Argentinean literature; Modern State; Literature and politics
Uma alegoria nacional Respiración artificial: vinte anos depois
Rita de Grandis
Doutora em Letras Hispânicas pela Universidade de Montreal. Titular de literatura hispano-americana na Universidade da Columbia Britânica (Vancouver, Canadá). Autora de Polémica y estrategias narrativas en América Latina (Beatriz Viterbo Editora, 1993), co-autora junto com Zilá Bernd de Imprevisíveis Américas: questões de hibridação cultural nas Américas (Porto Alegre, Sagra-D.C. Luzzatto Editores, 1995) e de Unforseeable Americas: questioning cultural hybridity in the Americas (Amsterdam: Rodopi, 1999). Editora convidada de "María Luisa Bemberg: entre lo político y lo personal" (Revista Canadiense de Estudios Hispánicos. Vol. XXVII, nº 1, Otoño 2002); e de "Eva Perón. Variations on a myth" (Journal of the Canadian Association of Latin American and Caribbean Studies, vol. 24, nº 48, 1999). Publicou inúmeros artigos em revistas internacionais e volumes coletivos
RESUMO
Tanto dentro quanto fora da Argentina, a significação de Respiración artificial foi analisada, nas décadas de 1980 e 1990, em relação aos horrores do panóptico do Estado terrorista argentino (1976-1983). Voltar a Respiración artificial no início do século XXI implica situar a sua leitura não mais como uma resposta cifrada do Proceso, mas sim na lógica da dinâmica particular que a literatura nacional adquiriu no novo contexto histórico, caracterizado pela continuidade, consolidação e crise dos processos democráticos internos, no quadro internacional da hegemonia de uma economia de câmbio livre de corte neoliberal que afeta de modo singular o desenvolvimento das democracias locais e de suas literaturas. Desde essa nova conjuntura histórica, a presença do século XIX em Respiración artificial permite inscrever e conectar o presente de seu contexto de produção e enunciação final da década de 1970 com as origens do Estado moderno. Esse século XIX pode ser lido como chave para uma crítica da racionalidade moderna periférica.

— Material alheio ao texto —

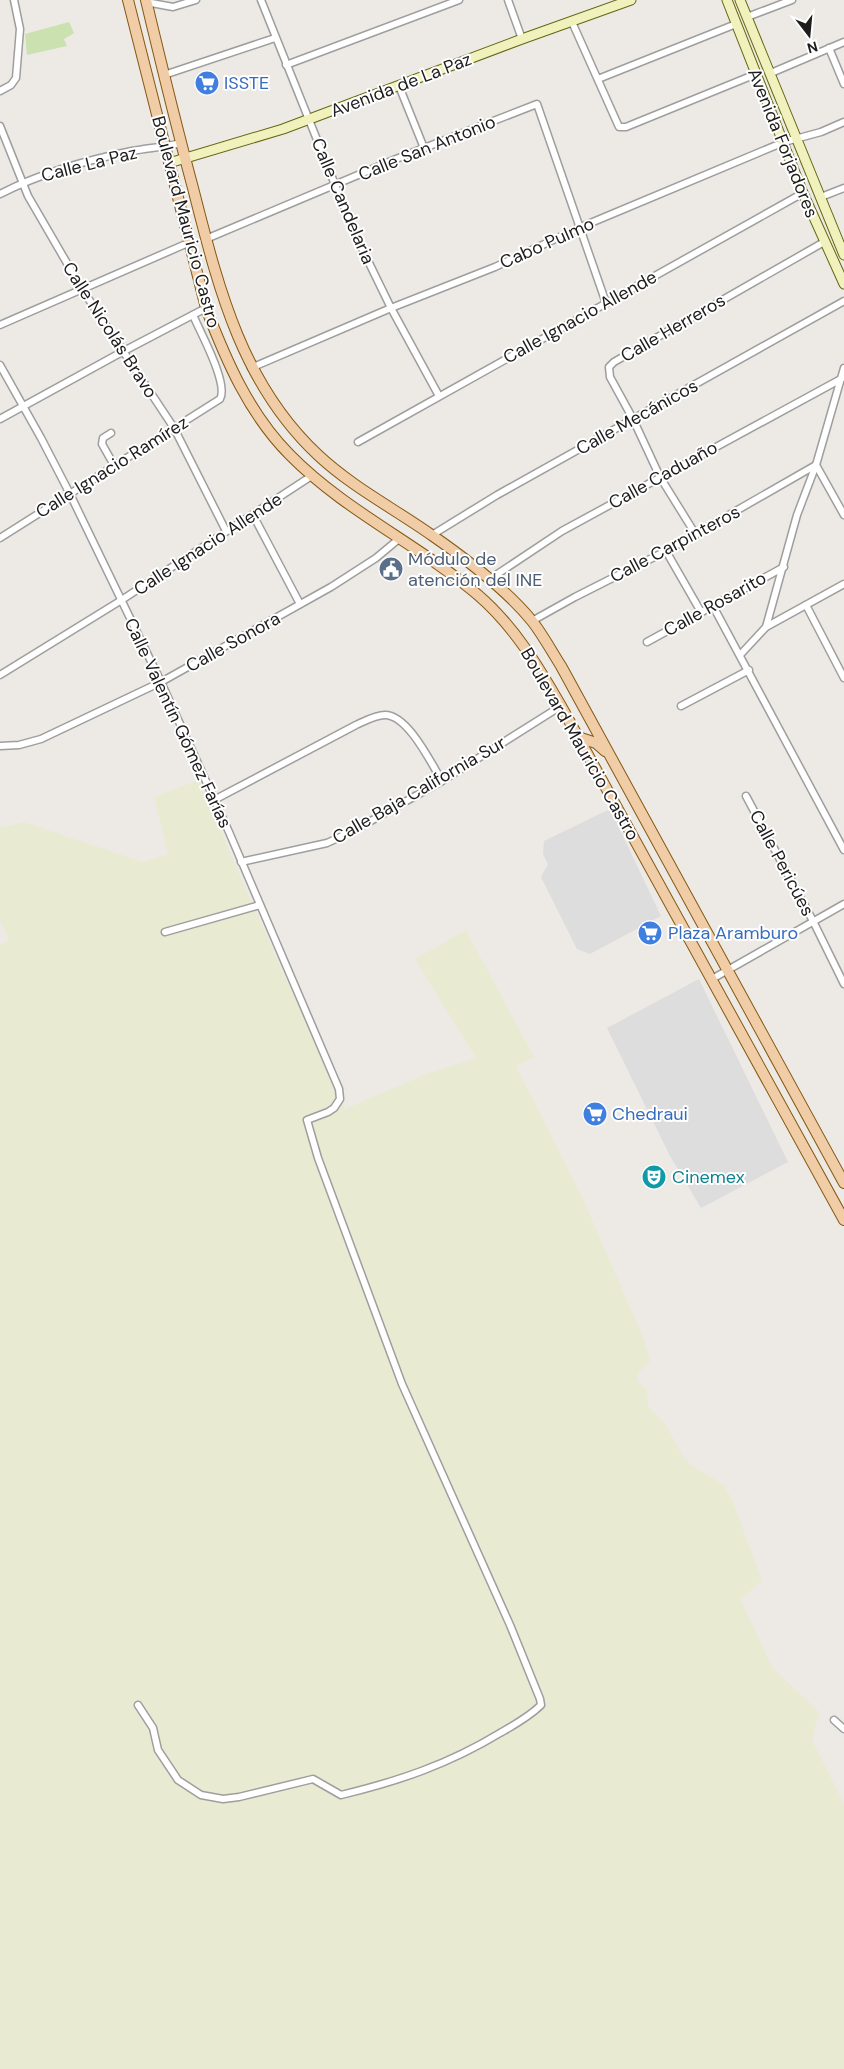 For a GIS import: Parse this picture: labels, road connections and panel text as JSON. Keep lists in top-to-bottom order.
{
  "streets": {
    "main road": ["Avenida de La Paz", "Avenida Forjadores", "Boulevard Mauricio Castro"],
    "street": [
      "Calle San Antonio",
      "Calle La Paz",
      "Calle Candelaria",
      "Cabo Pulmo",
      "Calle Ignacio Allende",
      "Calle Herreros",
      "Calle Nicolás Bravo",
      "Calle Mecánicos",
      "Calle Ignacio Ramírez",
      "Calle Caduaño",
      "Calle Carpinteros",
      "Calle Rosarito",
      "Calle Sonora",
      "Calle Valentín Gómez Farías",
      "Calle Baja California Sur",
      "Calle Pericúes"
    ]
  },
  "crossings": [
    ["Avenida de La Paz", "Calle Candelaria"],
    ["Avenida de La Paz", "Boulevard Mauricio Castro"],
    ["Avenida Forjadores", "Cabo Pulmo"],
    ["Avenida Forjadores", "Calle Ignacio Allende"],
    ["Avenida Forjadores", "Calle Herreros"],
    ["Calle San Antonio", "Calle Candelaria"],
    ["Calle San Antonio", "Boulevard Mauricio Castro"],
    ["Calle San Antonio", "Cabo Pulmo"],
    ["Calle La Paz", "Boulevard Mauricio Castro"],
    ["Calle La Paz", "Calle Nicolás Bravo"],
    ["Calle Candelaria", "Cabo Pulmo"],
    ["Calle Candelaria", "Calle Ignacio Allende"],
    ["Boulevard Mauricio Castro", "Cabo Pulmo"],
    ["Boulevard Mauricio Castro", "Calle Ignacio Allende"],
    ["Boulevard Mauricio Castro", "Calle Mecánicos"],
    ["Boulevard Mauricio Castro", "Calle Caduaño"],
    ["Boulevard Mauricio Castro", "Calle Carpinteros"],
    ["Boulevard Mauricio Castro", "Calle Sonora"],
    ["Boulevard Mauricio Castro", "Calle Baja California Sur"],
    ["Calle Ignacio Allende", "Calle Nicolás Bravo"],
    ["Calle Ignacio Allende", "Calle Valentín Gómez Farías"],
    ["Calle Herreros", "Calle Mecánicos"],
    ["Calle Herreros", "Calle Caduaño"],
    ["Calle Herreros", "Calle Carpinteros"],
    ["Calle Nicolás Bravo", "Calle Ignacio Ramírez"],
    ["Calle Ignacio Ramírez", "Calle Valentín Gómez Farías"],
    ["Calle Sonora", "Calle Valentín Gómez Farías"],
    ["Calle Valentín Gómez Farías", "Calle Baja California Sur"]
  ],
  "places": {
    "supermarket": ["ISSTE", "Plaza Aramburo", "Chedraui"],
    "public building": ["Módulo de atención del INE"],
    "theatre": ["Cinemex"]
  },
  "north": "bottom"
} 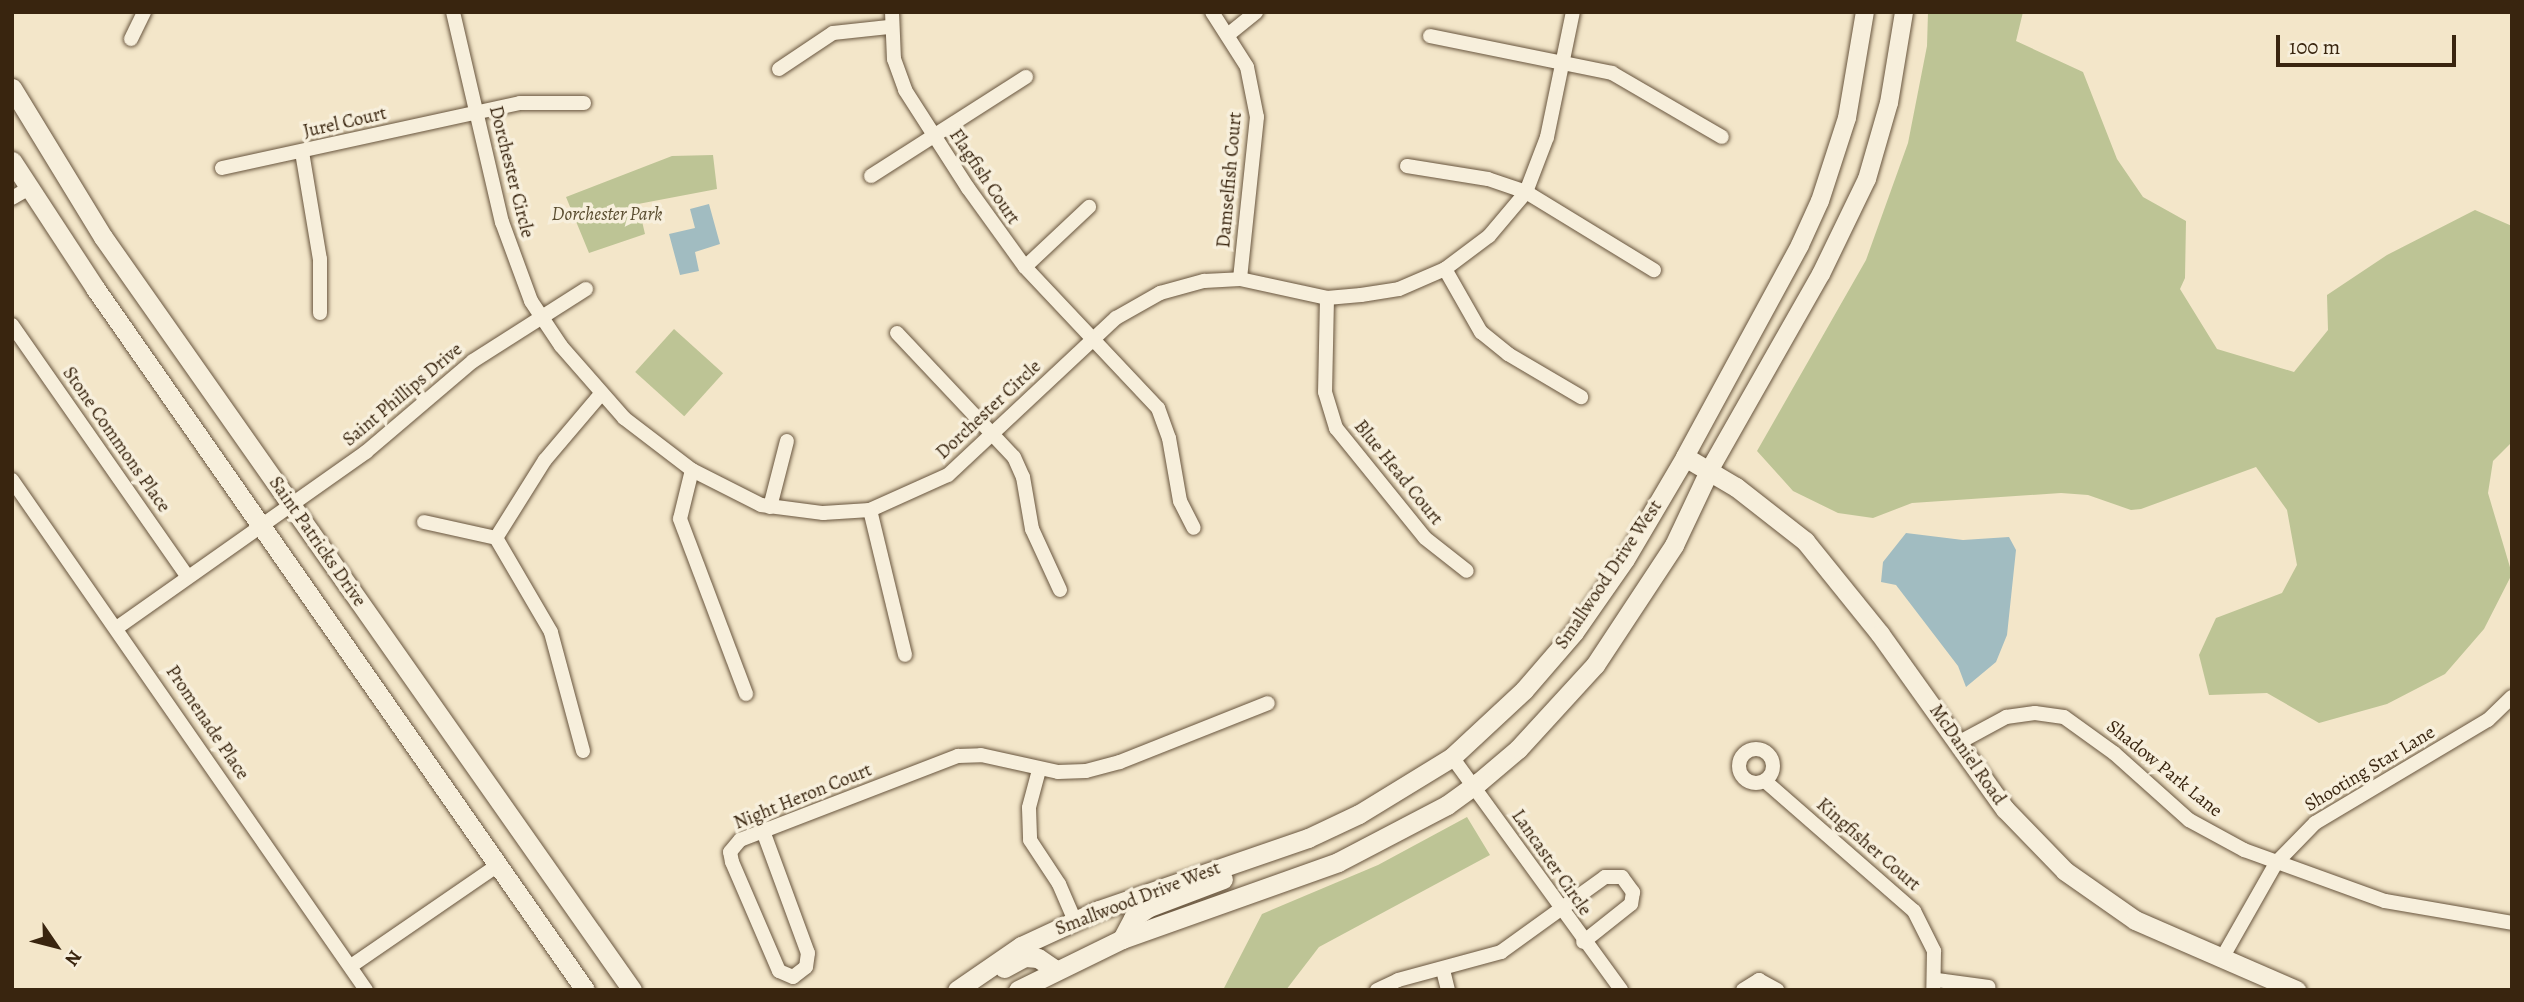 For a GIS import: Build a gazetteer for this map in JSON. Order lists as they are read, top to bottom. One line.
{"streets":{"main road":["Saint Patricks Drive","Smallwood Drive West","McDaniel Road"],"street":["Jurel Court","Dorchester Circle","Flagfish Court","Damselfish Court","Saint Phillips Drive","Stone Commons Place","Blue Head Court","Promenade Place","Shadow Park Lane","Shooting Star Lane","Night Heron Court","Kingfisher Court","Lancaster Circle"]},"crossings":[["Jurel Court","Dorchester Circle"],["Dorchester Circle","Flagfish Court"],["Dorchester Circle","Damselfish Court"],["Dorchester Circle","Saint Phillips Drive"],["Dorchester Circle","Blue Head Court"],["Saint Phillips Drive","Stone Commons Place"],["Saint Phillips Drive","Saint Patricks Drive"],["Saint Phillips Drive","Promenade Place"],["Smallwood Drive West","McDaniel Road"],["Smallwood Drive West","Lancaster Circle"],["McDaniel Road","Shadow Park Lane"],["McDaniel Road","Shooting Star Lane"],["Shadow Park Lane","Shooting Star Lane"]],"parks":["Dorchester Park"],"scale_bar":"100 m","north":"bottom right"} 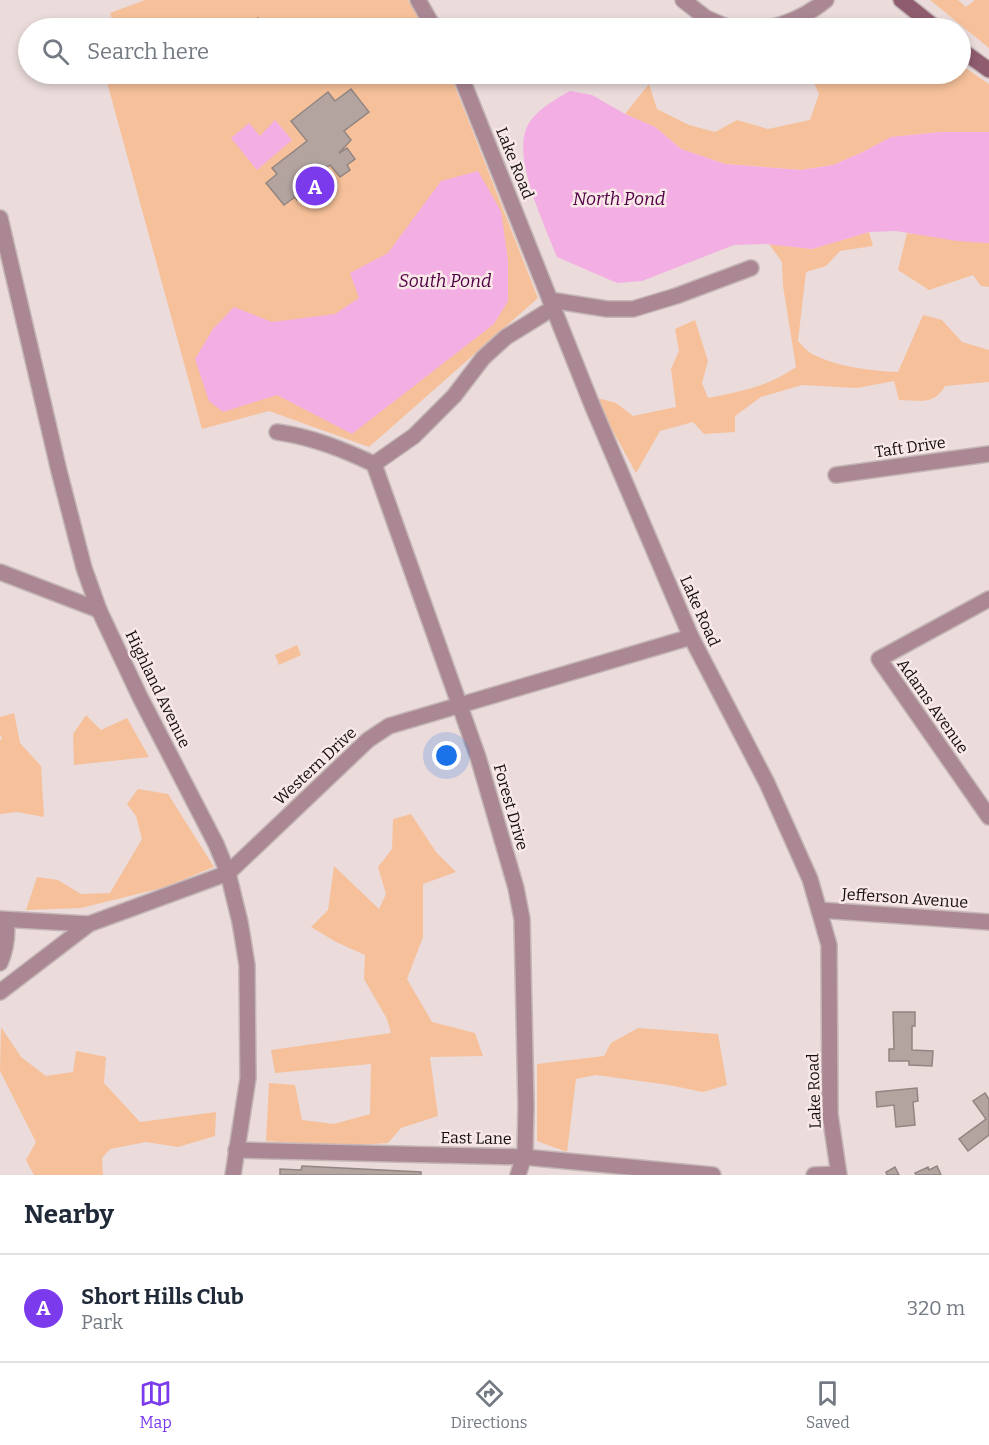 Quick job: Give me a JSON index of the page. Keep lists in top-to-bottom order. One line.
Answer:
{"streets":{"street":["Lake Road","Taft Drive","Highland Avenue","Adams Avenue","Western Drive","Forest Drive","Jefferson Avenue","East Lane"]},"crossings":[["Lake Road","Western Drive"],["Lake Road","Jefferson Avenue"],["Highland Avenue","Western Drive"],["Highland Avenue","East Lane"],["Western Drive","Forest Drive"],["Forest Drive","East Lane"]],"water":["North Pond","South Pond"],"page":{"search":"Search here","pins":"A","heading":"Nearby","list":[{"mark":"A","name":"Short Hills Club","note":"Park","value":"320 m"}],"nav":["Map","Directions","Saved"]}} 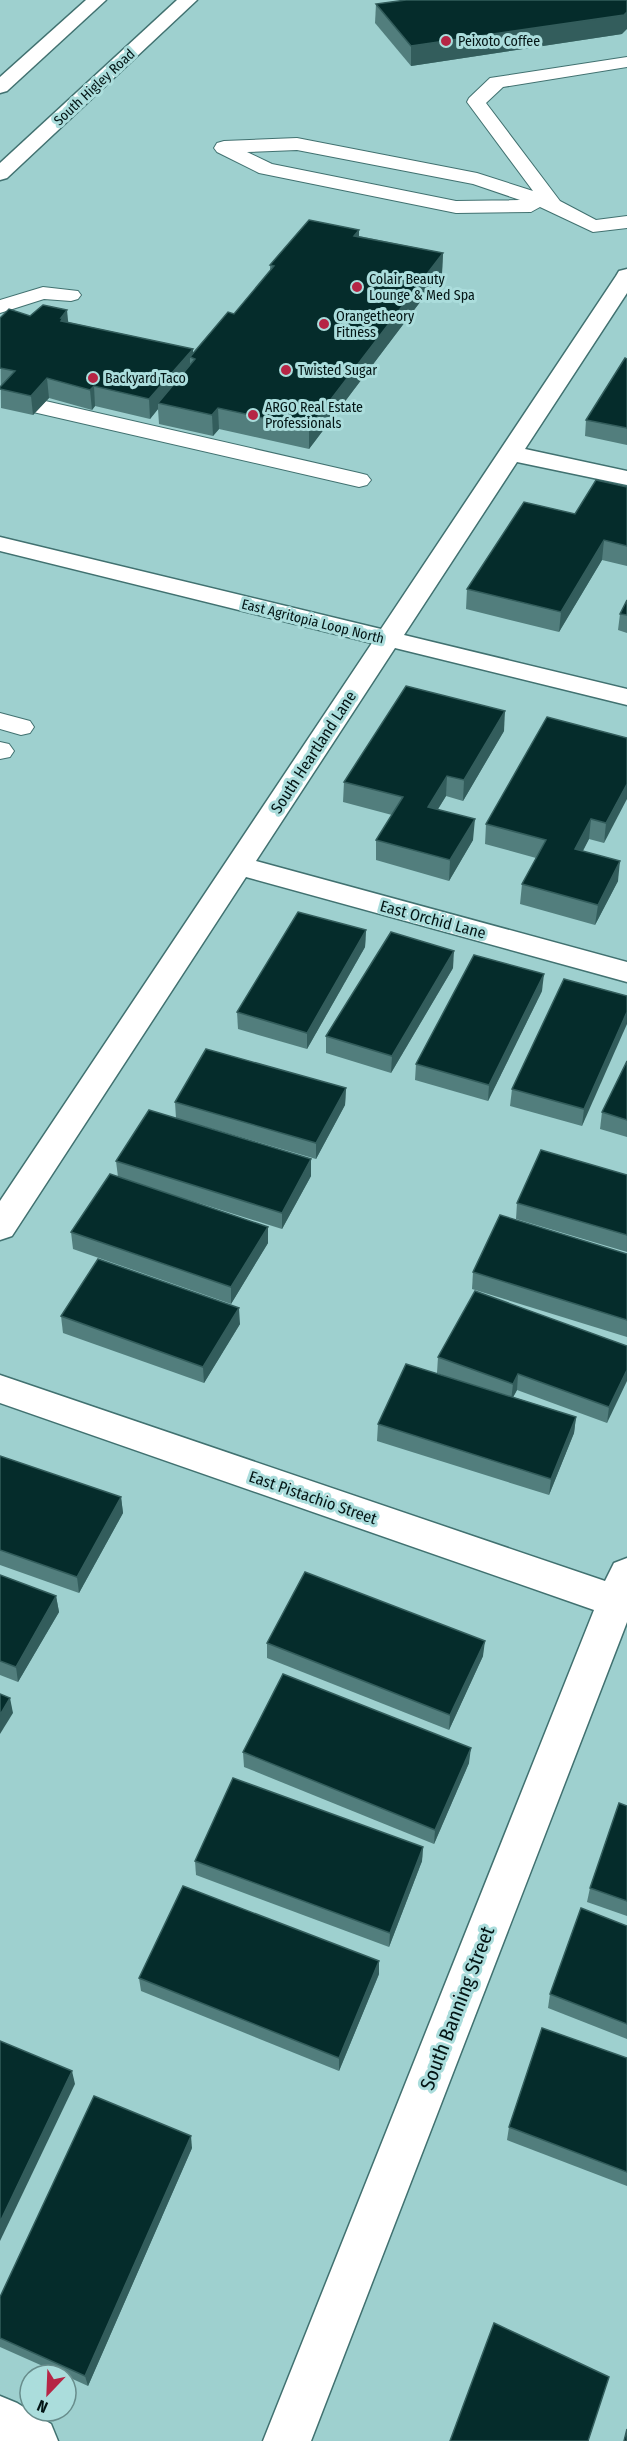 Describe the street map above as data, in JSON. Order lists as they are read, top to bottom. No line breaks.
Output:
{"streets":{"street":["South Higley Road","East Agritopia Loop North","South Heartland Lane","East Orchid Lane","East Pistachio Street","South Banning Street"]},"crossings":[["East Agritopia Loop North","South Heartland Lane"],["South Heartland Lane","East Orchid Lane"],["East Pistachio Street","South Banning Street"]],"places":["Peixoto Coffee","Colair Beauty Lounge & Med Spa","Orangetheory Fitness","Twisted Sugar","Backyard Taco","ARGO Real Estate Professionals"],"north":"bottom left"}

Palavras-chave: Literatura argentina, Estado moderno, Literatura e política
ABSTRACT
In the 1980's and 1990's, in Argentina and outside it, Artificial Respiration was analyzed in relation to the horrors of the terrorist State's "panopticom" (1976-1983). To revisit Artificial Respiration at the beginning of the 21st century implies to situate our reading no longer as a coded reply to the Proceso, but rather as a particular aesthetic response of national literature to a new historical context, characterized by the continuation, consolidation and crisis of the democratic process, under the hegemony of neoliberalism. This new situation affects the development of local democracies and their literatures in very specific ways. Within this timeframe the presence of the 19th century in Artificial Respiration inscribes and connects the present of its context of enunciation end of the 1970's with the origins of the modern state as a critique of modern peripheral rationality.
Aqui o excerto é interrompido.